§ **Exercise details**:
Return all the entries below exactly as they were given.

§ **Stored data entries**:

● ● ● ● ● ● ●

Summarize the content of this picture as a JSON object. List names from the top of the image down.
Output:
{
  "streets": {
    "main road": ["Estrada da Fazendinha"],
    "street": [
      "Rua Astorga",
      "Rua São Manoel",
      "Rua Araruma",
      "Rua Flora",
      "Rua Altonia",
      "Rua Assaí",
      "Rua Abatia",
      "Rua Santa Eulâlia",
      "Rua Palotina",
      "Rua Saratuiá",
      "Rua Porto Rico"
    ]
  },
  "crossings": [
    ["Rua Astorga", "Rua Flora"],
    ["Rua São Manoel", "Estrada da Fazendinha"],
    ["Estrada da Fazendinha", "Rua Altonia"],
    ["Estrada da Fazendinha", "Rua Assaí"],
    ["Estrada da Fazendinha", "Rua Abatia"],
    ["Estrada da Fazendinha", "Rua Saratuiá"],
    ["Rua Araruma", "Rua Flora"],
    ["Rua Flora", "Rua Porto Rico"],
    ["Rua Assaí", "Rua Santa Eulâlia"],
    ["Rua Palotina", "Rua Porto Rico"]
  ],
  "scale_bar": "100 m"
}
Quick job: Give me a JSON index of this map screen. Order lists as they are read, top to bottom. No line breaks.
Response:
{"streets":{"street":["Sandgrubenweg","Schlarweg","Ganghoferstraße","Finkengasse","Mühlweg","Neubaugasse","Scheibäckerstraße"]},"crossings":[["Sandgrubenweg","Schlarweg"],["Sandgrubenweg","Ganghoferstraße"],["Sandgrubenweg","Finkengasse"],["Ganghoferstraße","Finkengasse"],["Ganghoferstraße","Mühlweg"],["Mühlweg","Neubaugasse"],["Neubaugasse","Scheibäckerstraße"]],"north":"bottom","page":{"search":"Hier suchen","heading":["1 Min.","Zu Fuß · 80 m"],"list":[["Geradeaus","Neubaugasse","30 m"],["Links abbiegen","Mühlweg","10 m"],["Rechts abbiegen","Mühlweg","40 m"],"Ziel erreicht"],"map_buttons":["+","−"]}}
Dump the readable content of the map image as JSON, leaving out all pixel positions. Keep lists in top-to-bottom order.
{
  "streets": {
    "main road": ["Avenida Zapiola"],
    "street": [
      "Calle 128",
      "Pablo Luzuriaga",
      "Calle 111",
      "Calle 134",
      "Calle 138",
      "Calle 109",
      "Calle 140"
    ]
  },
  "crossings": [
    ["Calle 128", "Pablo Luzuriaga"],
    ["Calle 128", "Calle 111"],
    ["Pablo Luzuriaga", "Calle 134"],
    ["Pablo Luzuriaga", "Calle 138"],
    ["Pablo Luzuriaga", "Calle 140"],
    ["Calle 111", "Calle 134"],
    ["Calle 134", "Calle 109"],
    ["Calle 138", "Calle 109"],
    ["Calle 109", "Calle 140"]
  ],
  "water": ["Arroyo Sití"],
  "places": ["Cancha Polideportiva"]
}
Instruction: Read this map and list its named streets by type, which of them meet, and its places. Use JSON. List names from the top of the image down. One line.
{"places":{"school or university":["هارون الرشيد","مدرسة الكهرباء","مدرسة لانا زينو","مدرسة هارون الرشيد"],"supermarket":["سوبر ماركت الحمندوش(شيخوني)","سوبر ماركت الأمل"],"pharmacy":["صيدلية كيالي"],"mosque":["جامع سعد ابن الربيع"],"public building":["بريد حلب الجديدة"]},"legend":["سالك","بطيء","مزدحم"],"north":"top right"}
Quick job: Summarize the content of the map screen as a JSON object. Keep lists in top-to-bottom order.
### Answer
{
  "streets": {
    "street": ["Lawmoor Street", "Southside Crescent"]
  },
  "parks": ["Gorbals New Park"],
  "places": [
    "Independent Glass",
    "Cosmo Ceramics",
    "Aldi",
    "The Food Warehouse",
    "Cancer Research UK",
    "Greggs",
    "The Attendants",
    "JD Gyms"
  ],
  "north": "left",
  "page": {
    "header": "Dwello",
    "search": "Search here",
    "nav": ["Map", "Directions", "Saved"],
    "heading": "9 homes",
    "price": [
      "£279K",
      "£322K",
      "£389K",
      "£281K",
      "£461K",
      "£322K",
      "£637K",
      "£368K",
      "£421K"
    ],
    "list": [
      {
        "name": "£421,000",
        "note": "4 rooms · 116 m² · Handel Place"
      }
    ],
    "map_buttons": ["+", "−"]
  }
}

● ● ● ● ● ● ●

§ **Output for this exercise**:
Summarize the content of this picture as a JSON object. List names from the top of the image down.
Output:
{
  "streets": {
    "main road": ["Estrada da Fazendinha"],
    "street": [
      "Rua Astorga",
      "Rua São Manoel",
      "Rua Araruma",
      "Rua Flora",
      "Rua Altonia",
      "Rua Assaí",
      "Rua Abatia",
      "Rua Santa Eulâlia",
      "Rua Palotina",
      "Rua Saratuiá",
      "Rua Porto Rico"
    ]
  },
  "crossings": [
    ["Rua Astorga", "Rua Flora"],
    ["Rua São Manoel", "Estrada da Fazendinha"],
    ["Estrada da Fazendinha", "Rua Altonia"],
    ["Estrada da Fazendinha", "Rua Assaí"],
    ["Estrada da Fazendinha", "Rua Abatia"],
    ["Estrada da Fazendinha", "Rua Saratuiá"],
    ["Rua Araruma", "Rua Flora"],
    ["Rua Flora", "Rua Porto Rico"],
    ["Rua Assaí", "Rua Santa Eulâlia"],
    ["Rua Palotina", "Rua Porto Rico"]
  ],
  "scale_bar": "100 m"
}
Quick job: Give me a JSON index of this map screen. Order lists as they are read, top to bottom. No line breaks.
Response:
{"streets":{"street":["Sandgrubenweg","Schlarweg","Ganghoferstraße","Finkengasse","Mühlweg","Neubaugasse","Scheibäckerstraße"]},"crossings":[["Sandgrubenweg","Schlarweg"],["Sandgrubenweg","Ganghoferstraße"],["Sandgrubenweg","Finkengasse"],["Ganghoferstraße","Finkengasse"],["Ganghoferstraße","Mühlweg"],["Mühlweg","Neubaugasse"],["Neubaugasse","Scheibäckerstraße"]],"north":"bottom","page":{"search":"Hier suchen","heading":["1 Min.","Zu Fuß · 80 m"],"list":[["Geradeaus","Neubaugasse","30 m"],["Links abbiegen","Mühlweg","10 m"],["Rechts abbiegen","Mühlweg","40 m"],"Ziel erreicht"],"map_buttons":["+","−"]}}
Dump the readable content of the map image as JSON, leaving out all pixel positions. Keep lists in top-to-bottom order.
{
  "streets": {
    "main road": ["Avenida Zapiola"],
    "street": [
      "Calle 128",
      "Pablo Luzuriaga",
      "Calle 111",
      "Calle 134",
      "Calle 138",
      "Calle 109",
      "Calle 140"
    ]
  },
  "crossings": [
    ["Calle 128", "Pablo Luzuriaga"],
    ["Calle 128", "Calle 111"],
    ["Pablo Luzuriaga", "Calle 134"],
    ["Pablo Luzuriaga", "Calle 138"],
    ["Pablo Luzuriaga", "Calle 140"],
    ["Calle 111", "Calle 134"],
    ["Calle 134", "Calle 109"],
    ["Calle 138", "Calle 109"],
    ["Calle 109", "Calle 140"]
  ],
  "water": ["Arroyo Sití"],
  "places": ["Cancha Polideportiva"]
}
Instruction: Read this map and list its named streets by type, which of them meet, and its places. Use JSON. List names from the top of the image down. One line.
{"places":{"school or university":["هارون الرشيد","مدرسة الكهرباء","مدرسة لانا زينو","مدرسة هارون الرشيد"],"supermarket":["سوبر ماركت الحمندوش(شيخوني)","سوبر ماركت الأمل"],"pharmacy":["صيدلية كيالي"],"mosque":["جامع سعد ابن الربيع"],"public building":["بريد حلب الجديدة"]},"legend":["سالك","بطيء","مزدحم"],"north":"top right"}
Quick job: Summarize the content of the map screen as a JSON object. Keep lists in top-to-bottom order.
### Answer
{
  "streets": {
    "street": ["Lawmoor Street", "Southside Crescent"]
  },
  "parks": ["Gorbals New Park"],
  "places": [
    "Independent Glass",
    "Cosmo Ceramics",
    "Aldi",
    "The Food Warehouse",
    "Cancer Research UK",
    "Greggs",
    "The Attendants",
    "JD Gyms"
  ],
  "north": "left",
  "page": {
    "header": "Dwello",
    "search": "Search here",
    "nav": ["Map", "Directions", "Saved"],
    "heading": "9 homes",
    "price": [
      "£279K",
      "£322K",
      "£389K",
      "£281K",
      "£461K",
      "£322K",
      "£637K",
      "£368K",
      "£421K"
    ],
    "list": [
      {
        "name": "£421,000",
        "note": "4 rooms · 116 m² · Handel Place"
      }
    ],
    "map_buttons": ["+", "−"]
  }
}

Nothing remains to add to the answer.